Artikel ke-1794
Oleh: Dr. Adian Husaini (www.adianhusaini.id)
Pada 4 Februari 2024 – atas undangan seorang teman -- saya mendapat kesempatan berharga untuk menunaikan ibadah umroh. Mata batin saya menyatakan, perjalanan ke Tanah Suci kali ini bukan perjalanan biasa. Ini dalam rangka memenuhi panggilan Allah. Labbaikallaahumma labbaik…!
Perjalanan ini seperti mengulang kembali kisah Umroh tahun 2019, beberapa hari menjelang pemilu 2019. Ketika itu, saya mendapat undangan dari Kerajaan Arab Saudi. Banyak tokoh dan akademisi juga diundang.
Hawa panas Pemilu Indonesia terasa juga sampai ke Arab Saudi. Baik mahasiswa atau jamaah umroh bergairah bicara tentang Pilpres 2019, yang menghadapkan dua calon: Joko Widodo dan Prabowo Subianto. Di kalangan internal tokoh dan pimpinan organisasi Islam – saat itu – sempat juga terjadi perbedaan pendapat. Bahkan ada perbedaan pilihan yang berujung pada konflik.

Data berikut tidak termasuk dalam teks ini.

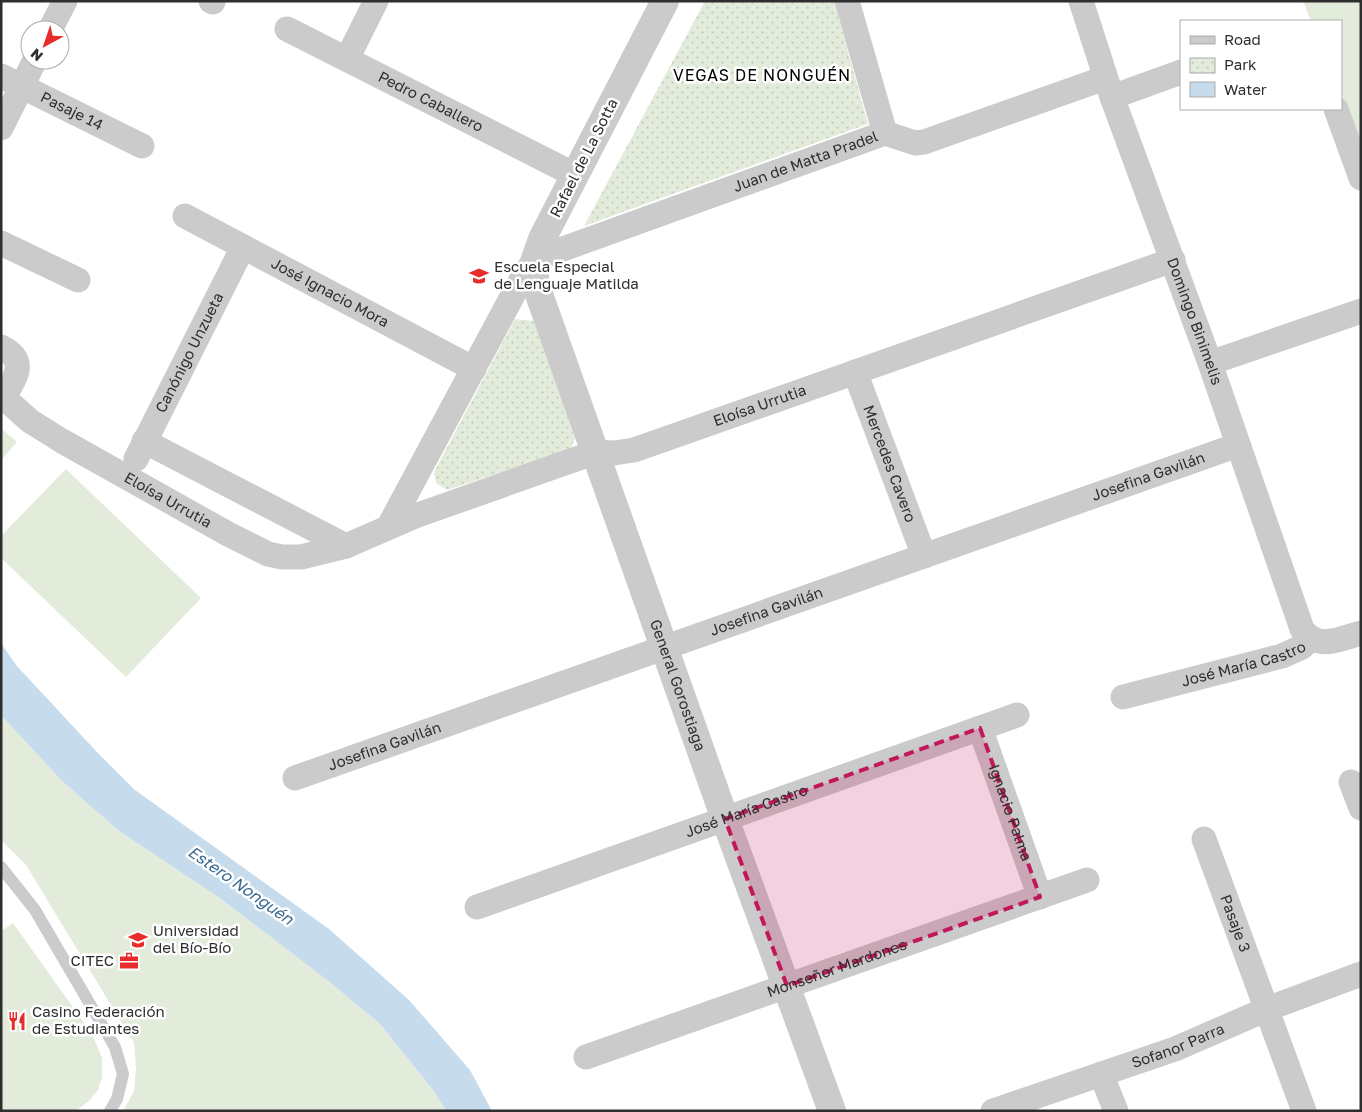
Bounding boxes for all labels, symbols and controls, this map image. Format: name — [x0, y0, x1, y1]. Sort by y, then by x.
north arrow — [20, 20, 70, 70]
legend — [1180, 20, 1342, 110]
text: Road — [1224, 30, 1261, 48]
text: N — [27, 45, 46, 65]
text: Park — [1224, 55, 1257, 73]
district label: VEGAS DE NONGUÉN — [673, 65, 851, 85]
street label: Pedro Caballero — [376, 67, 487, 135]
text: Water — [1224, 80, 1267, 98]
street label: Pasaje 14 — [38, 87, 106, 133]
street label: Rafael de La Sotta — [545, 95, 621, 220]
street label: Juan de Matta Pradel — [730, 126, 880, 195]
street label: José Ignacio Mora — [269, 253, 392, 330]
street label: Domingo Binimelis — [1164, 255, 1227, 387]
place label: Escuela Especial de Lenguaje Matilda — [494, 257, 639, 292]
school or university icon: Escuela Especial de Lenguaje Matilda — [468, 265, 490, 287]
street label: Canónigo Unzueta — [151, 289, 227, 415]
street label: Eloísa Urrutia — [710, 380, 808, 429]
street label: Mercedes Cavero — [860, 402, 921, 525]
street label: Josefina Gavilán — [1089, 447, 1207, 504]
street label: Eloísa Urrutia — [121, 468, 215, 531]
street label: Josefina Gavilán — [707, 582, 825, 639]
street label: General Gorostiaga — [647, 617, 710, 753]
street label: José María Castro — [1179, 637, 1308, 690]
street label: Josefina Gavilán — [325, 717, 443, 774]
street label: Ignacio Palma — [986, 762, 1037, 863]
street label: José María Castro — [683, 780, 810, 840]
water label: Estero Nonguén — [185, 841, 298, 929]
street label: Pasaje 3 — [1217, 892, 1255, 954]
place label: Universidad del Bío-Bío — [153, 921, 239, 956]
school or university icon: Universidad del Bío-Bío — [127, 929, 149, 951]
street label: Monseñor Mardones — [764, 934, 909, 1000]
office icon: CITEC — [118, 950, 140, 972]
place label: CITEC — [71, 951, 114, 969]
place label: Casino Federación de Estudiantes — [32, 1002, 165, 1037]
restaurant icon: Casino Federación de Estudiantes — [6, 1010, 28, 1032]
street label: Sofanor Parra — [1129, 1019, 1227, 1071]

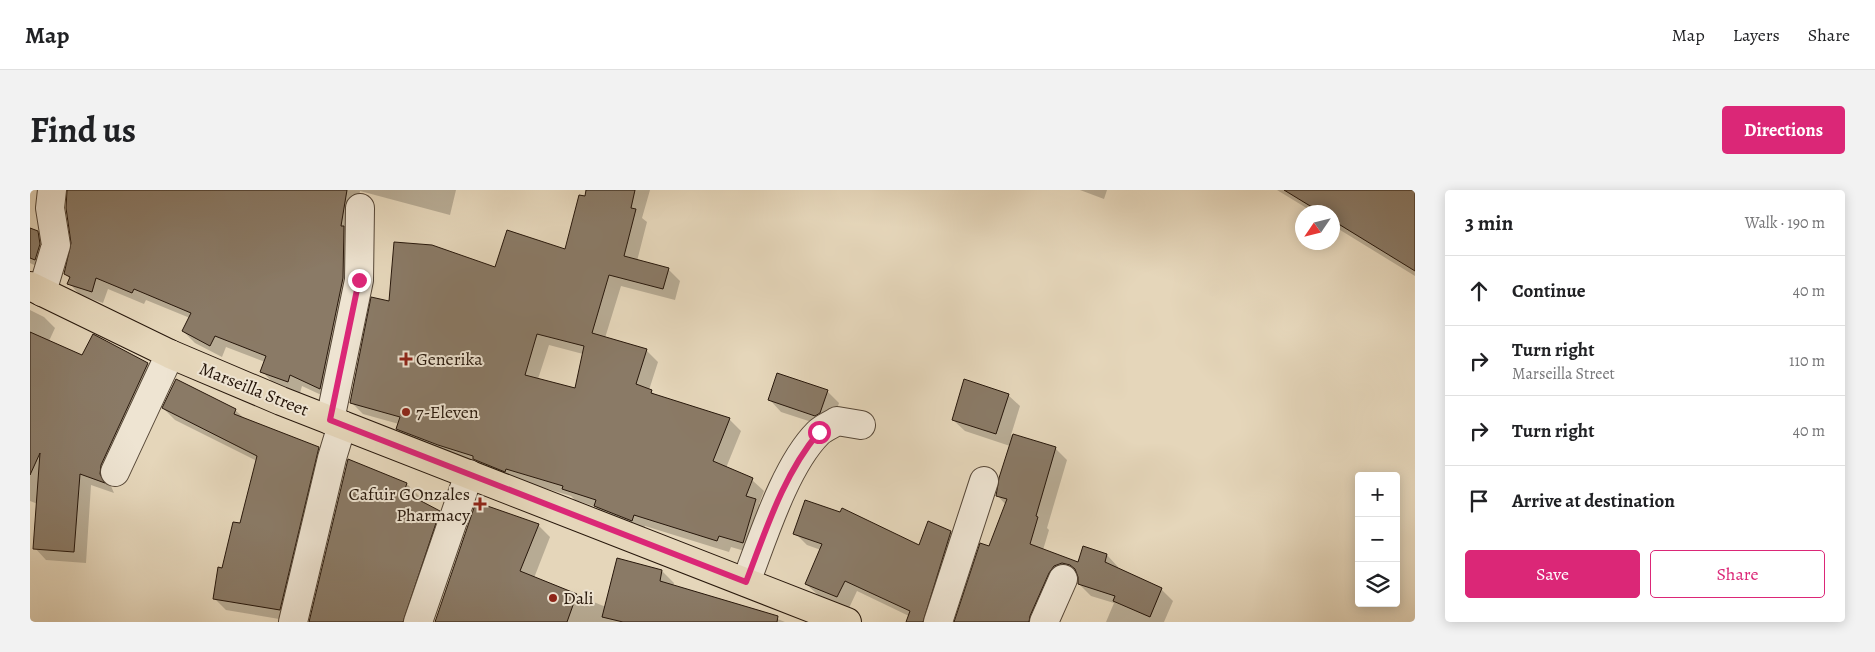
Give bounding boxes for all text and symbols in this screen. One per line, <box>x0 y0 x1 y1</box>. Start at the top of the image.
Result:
text: Map <box>25 19 69 51</box>
text: Map <box>1672 23 1705 47</box>
text: Layers <box>1733 23 1780 47</box>
text: Share <box>1808 23 1850 47</box>
text: Find us <box>30 106 136 154</box>
button: Directions <box>1722 106 1845 154</box>
north arrow <box>1295 205 1340 250</box>
text: 3 min <box>1465 209 1513 237</box>
text: Walk · 190 m <box>1745 212 1825 234</box>
route end <box>348 269 371 292</box>
icon: ahead <box>1465 277 1493 305</box>
text: Continue <box>1512 278 1586 304</box>
text: 40 m <box>1793 280 1825 302</box>
text: Turn right <box>1512 337 1594 363</box>
place label: Generika <box>416 347 483 371</box>
icon: right <box>1465 347 1493 375</box>
text: 110 m <box>1789 350 1825 372</box>
marker: Generika <box>400 353 412 365</box>
street label: Marseilla Street <box>196 356 312 422</box>
text: Marseilla Street <box>1512 363 1615 385</box>
place label: 7-Eleven <box>416 400 479 424</box>
marker: 7-Eleven <box>400 406 412 418</box>
icon: right <box>1465 417 1493 445</box>
text: Turn right <box>1512 418 1594 444</box>
text: 40 m <box>1793 420 1825 442</box>
route start <box>808 421 831 444</box>
map controls <box>1355 472 1400 607</box>
button: + <box>1355 472 1400 517</box>
place label: Cafuir GOnzales Pharmacy <box>348 482 471 527</box>
icon: arrive <box>1465 487 1493 515</box>
text: Arrive at destination <box>1512 488 1675 514</box>
marker: Cafuir GOnzales Pharmacy <box>474 498 486 510</box>
button: − <box>1355 517 1400 562</box>
button: Save <box>1465 550 1640 598</box>
button: Share <box>1650 550 1825 598</box>
button: layers <box>1355 562 1400 607</box>
place label: Dali <box>563 586 594 610</box>
marker: Dali <box>547 592 559 604</box>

Kini, tahun 2024, Pilpres punya tiga pasang calon. Iklim politik tak sepanas tahun 2019. Para mahasiswa, pekerja, dan jamaah umroh pun masih bersemangat membicarakan Pilpres. Tetapi, tidak setajam tahun 2019. Tentu saja selama berada di Tanah Suci, ada kesempatan baik untuk berdoa, agar yang terpilih sebagai Presiden RI 2024-2029 adalah yang terbaik bagi umat Islam dan bangsa Indonesia.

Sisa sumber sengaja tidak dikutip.